Re: Strange behavior of lamps and glass
To be honest I don't really understand what you mean.
Can you show two images: what is happening and what you would expect to happen? Can be a crude paint drawing
Can you show two images: what is happening and what you would expect to happen? Can be a crude paint drawing
Re: Strange behavior of lamps and glass
1. You take the stage
2. Remove all light sources.
3. Add a sphere
4. Add a sphere from point 3 to the glass material.
5. The sphere remains the only mesh in the scene.
6. You take and add any of the listed light sources and try to illuminate the sphere with them.
7. You get a black screen, because the light does not affect the glass material
8. Fix as a bug and fix it.
I thought this was the glitch of my current scene, but the new one is exactly the same.
2. Remove all light sources.
3. Add a sphere
4. Add a sphere from point 3 to the glass material.
5. The sphere remains the only mesh in the scene.
6. You take and add any of the listed light sources and try to illuminate the sphere with them.
7. You get a black screen, because the light does not affect the glass material
8. Fix as a bug and fix it.
I thought this was the glitch of my current scene, but the new one is exactly the same.
Re: Strange behavior of lamps and glass
This is physically correct behaviour.
Perfectly clean glass only reflects and transmits light in non-random directions (ingoing angle = outgoing angle). Since there is no randomness, the image will appear black unless you move the camera into the way of the reflected or transmitted rays.
In reality, glass is almost always slightly dirty, covered with grease and dust, and these materials scatter light randomly around which can then be seen in a scenario like you describe. So, in LuxCore, you could try to mix your glass material with a mattetranslucent material, maybe according to some fingerprint mask image. Dust can be simulated the same way, or you can model tiny dust particles and distribute them via a particle system on the sphere.

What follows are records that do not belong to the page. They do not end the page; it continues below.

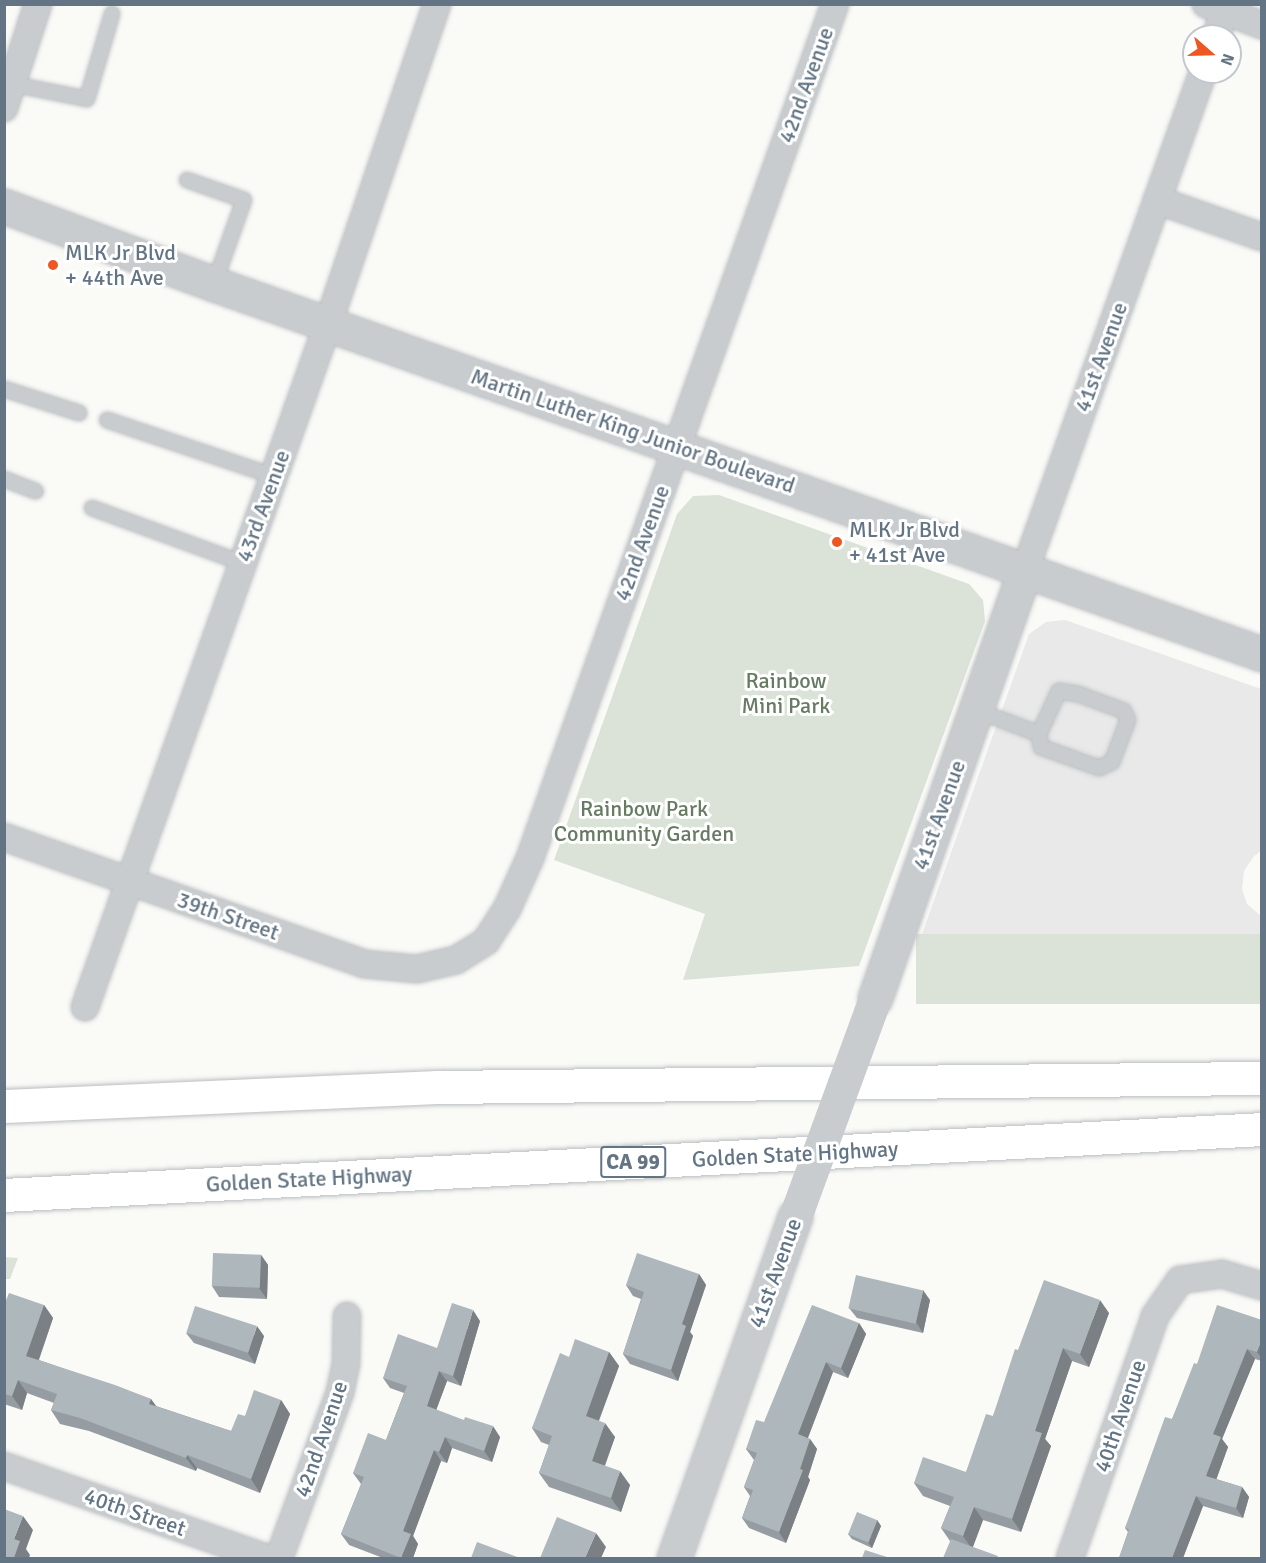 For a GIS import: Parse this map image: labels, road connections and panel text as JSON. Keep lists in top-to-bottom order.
{
  "streets": {
    "highway": ["Golden State Highway", "CA 99"],
    "street": [
      "42nd Avenue",
      "41st Avenue",
      "Martin Luther King Junior Boulevard",
      "43rd Avenue",
      "39th Street",
      "40th Avenue",
      "40th Street"
    ]
  },
  "crossings": [
    ["42nd Avenue", "Martin Luther King Junior Boulevard"],
    ["42nd Avenue", "39th Street"],
    ["41st Avenue", "Martin Luther King Junior Boulevard"],
    ["Martin Luther King Junior Boulevard", "43rd Avenue"],
    ["43rd Avenue", "39th Street"]
  ],
  "parks": ["Rainbow Mini Park", "Rainbow Park Community Garden"],
  "places": ["MLK Jr Blvd + 44th Ave", "MLK Jr Blvd + 41st Ave"],
  "north": "right"
} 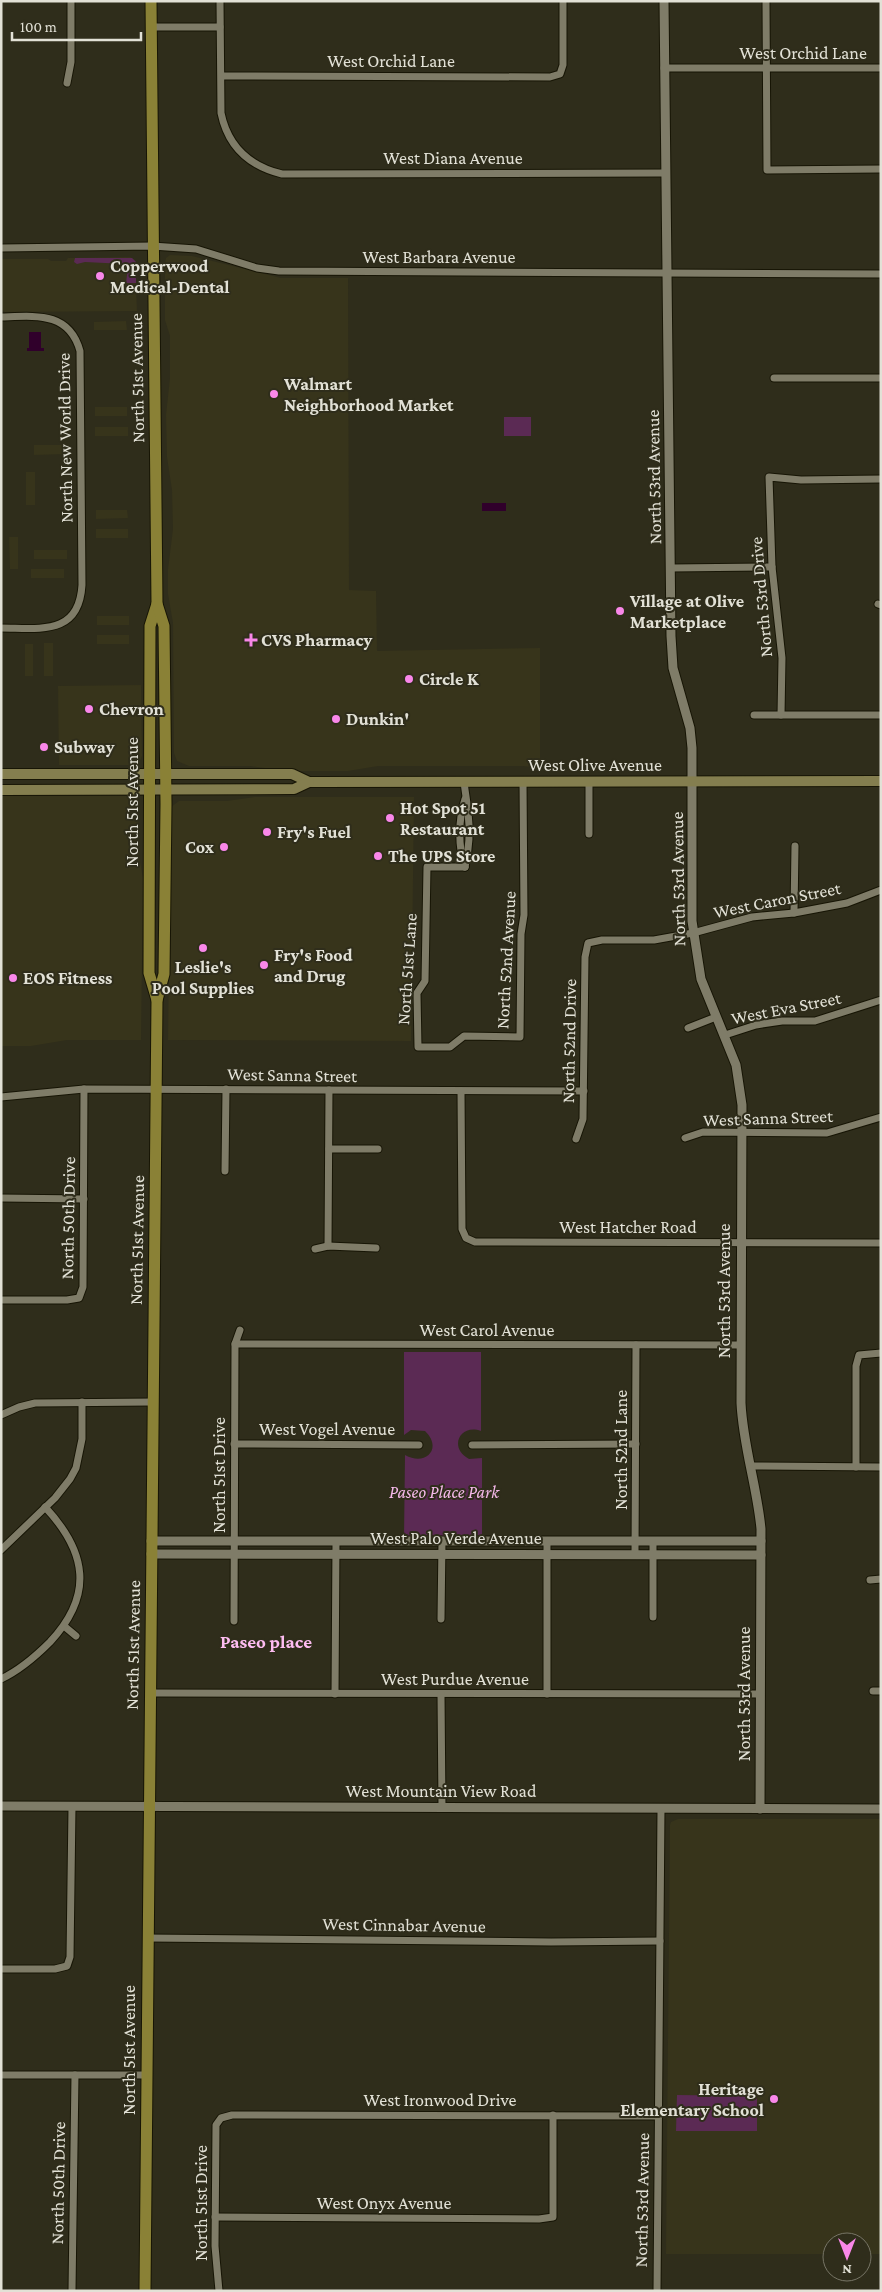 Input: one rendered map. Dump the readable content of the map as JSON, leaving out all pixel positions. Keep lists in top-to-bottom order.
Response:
{
  "streets": {
    "main road": ["North 51st Avenue", "West Olive Avenue"],
    "street": [
      "West Orchid Lane",
      "West Diana Avenue",
      "West Barbara Avenue",
      "North New World Drive",
      "North 53rd Avenue",
      "North 53rd Drive",
      "West Caron Street",
      "North 52nd Avenue",
      "North 51st Lane",
      "West Eva Street",
      "North 52nd Drive",
      "West Sanna Street",
      "North 50th Drive",
      "West Hatcher Road",
      "West Carol Avenue",
      "West Vogel Avenue",
      "North 52nd Lane",
      "North 51st Drive",
      "West Palo Verde Avenue",
      "West Purdue Avenue",
      "West Mountain View Road",
      "West Cinnabar Avenue",
      "West Ironwood Drive",
      "West Onyx Avenue"
    ]
  },
  "crossings": [
    ["West Orchid Lane", "West Diana Avenue"],
    ["West Orchid Lane", "North 53rd Avenue"],
    ["West Diana Avenue", "North 53rd Avenue"],
    ["West Barbara Avenue", "North 51st Avenue"],
    ["West Barbara Avenue", "North 53rd Avenue"],
    ["North 51st Avenue", "West Olive Avenue"],
    ["North 51st Avenue", "West Sanna Street"],
    ["North 51st Avenue", "West Palo Verde Avenue"],
    ["North 51st Avenue", "West Purdue Avenue"],
    ["North 51st Avenue", "West Mountain View Road"],
    ["North 51st Avenue", "West Cinnabar Avenue"],
    ["North 53rd Avenue", "West Olive Avenue"],
    ["North 53rd Avenue", "West Caron Street"],
    ["North 53rd Avenue", "West Eva Street"],
    ["North 53rd Avenue", "West Sanna Street"],
    ["North 53rd Avenue", "West Hatcher Road"],
    ["North 53rd Avenue", "West Carol Avenue"],
    ["North 53rd Avenue", "West Palo Verde Avenue"],
    ["North 53rd Avenue", "West Purdue Avenue"],
    ["North 53rd Avenue", "West Mountain View Road"],
    ["North 53rd Avenue", "West Cinnabar Avenue"],
    ["North 53rd Avenue", "West Ironwood Drive"],
    ["West Olive Avenue", "North 52nd Avenue"],
    ["West Olive Avenue", "North 51st Lane"],
    ["West Caron Street", "North 52nd Drive"],
    ["North 52nd Avenue", "North 51st Lane"],
    ["North 52nd Drive", "West Sanna Street"],
    ["West Sanna Street", "North 50th Drive"],
    ["West Sanna Street", "West Hatcher Road"],
    ["West Carol Avenue", "North 52nd Lane"],
    ["West Carol Avenue", "North 51st Drive"],
    ["West Vogel Avenue", "North 51st Drive"],
    ["North 52nd Lane", "West Palo Verde Avenue"],
    ["North 51st Drive", "West Palo Verde Avenue"],
    ["North 51st Drive", "West Ironwood Drive"],
    ["North 51st Drive", "West Onyx Avenue"],
    ["West Ironwood Drive", "West Onyx Avenue"]
  ],
  "districts": ["Paseo place"],
  "parks": ["Paseo Place Park"],
  "places": {
    "other": [
      "Copperwood Medical-Dental",
      "Walmart Neighborhood Market",
      "Village at Olive Marketplace",
      "Circle K",
      "Chevron",
      "Dunkin'",
      "Subway",
      "Hot Spot 51 Restaurant",
      "Fry's Fuel",
      "Cox",
      "The UPS Store",
      "Leslie's Pool Supplies",
      "Fry's Food and Drug",
      "EOS Fitness",
      "Heritage Elementary School"
    ],
    "health": ["CVS Pharmacy"]
  },
  "scale_bar": "100 m",
  "north": "bottom"
}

Perfectly clean glass only reflects and transmits light in non-random directions (ingoing angle = outgoing angle). Since there is no randomness, the image will appear black unless you move the camera into the way of the reflected or transmitted rays.

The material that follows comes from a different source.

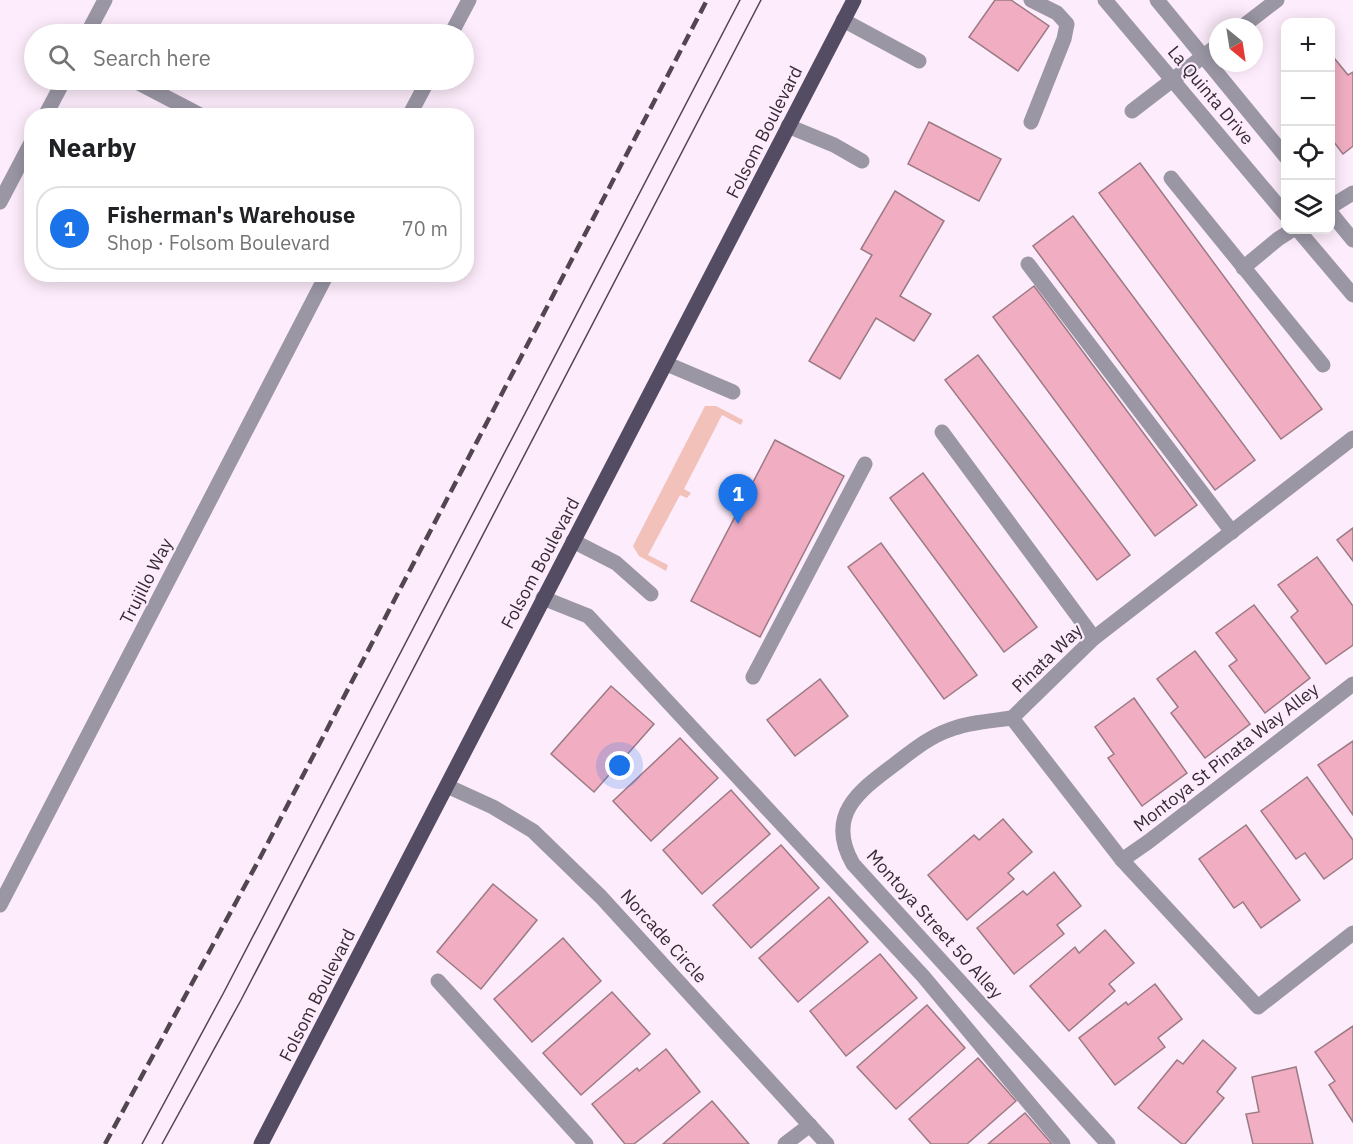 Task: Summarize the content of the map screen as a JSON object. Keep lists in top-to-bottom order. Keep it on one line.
{"streets":{"main road":["Folsom Boulevard"],"street":["La Quinta Drive","Trujillo Way","Pinata Way","Montoya St Pinata Way Alley","Montoya Street 50 Alley","Norcade Circle"]},"crossings":[["Folsom Boulevard","Norcade Circle"],["Pinata Way","Montoya St Pinata Way Alley"],["Pinata Way","Montoya Street 50 Alley"]],"north":"bottom right","page":{"map_buttons":["+","−"],"search":"Search here","heading":"Nearby","list":[{"mark":"1","name":"Fisherman's Warehouse","note":"Shop · Folsom Boulevard","value":"70 m"}],"pins":"1"}}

In reality, glass is almost always slightly dirty, covered with grease and dust, and these materials scatter light randomly around which can then be seen in a scenario like you describe. So, in LuxCore, you could try to mix your glass material with a mattetranslucent material, maybe according to some fingerprint mask image. Dust can be simulated the same way, or you can model tiny dust particles and distribute them via a particle system on the sphere.
Re: Strange behavior of lamps and glass
Thanks for clarifying.
Re: Strange behavior of lamps and glass
I (partly) disagree. Though dust and grease can and often do cover glass surface, it is easy to get rid of them using surfactant and water. The thing that most affect light scattering on glass (from my observations) is surface roughness. Rough glass gives pretty realistic images.
Also, we (I and me) need thin film interference.
CPU Bidir + Metropolis | Core i5-4570
Re: Strange behavior of lamps and glass
I (partly) disagreewasd wrote: ↑Sun Mar 17, 2019 5:43 pm I (partly) disagree. Though dust and grease can and often do cover glass surface, it is easy to get rid of them using surfactant and water. The thing that most affect light scattering on glass (from my observations) is surface roughness. Rough glass gives pretty realistic images.
Also, we (I and me) need thin film interference.
No seriously, it isn't actually quite so wrong, but often not so much visible.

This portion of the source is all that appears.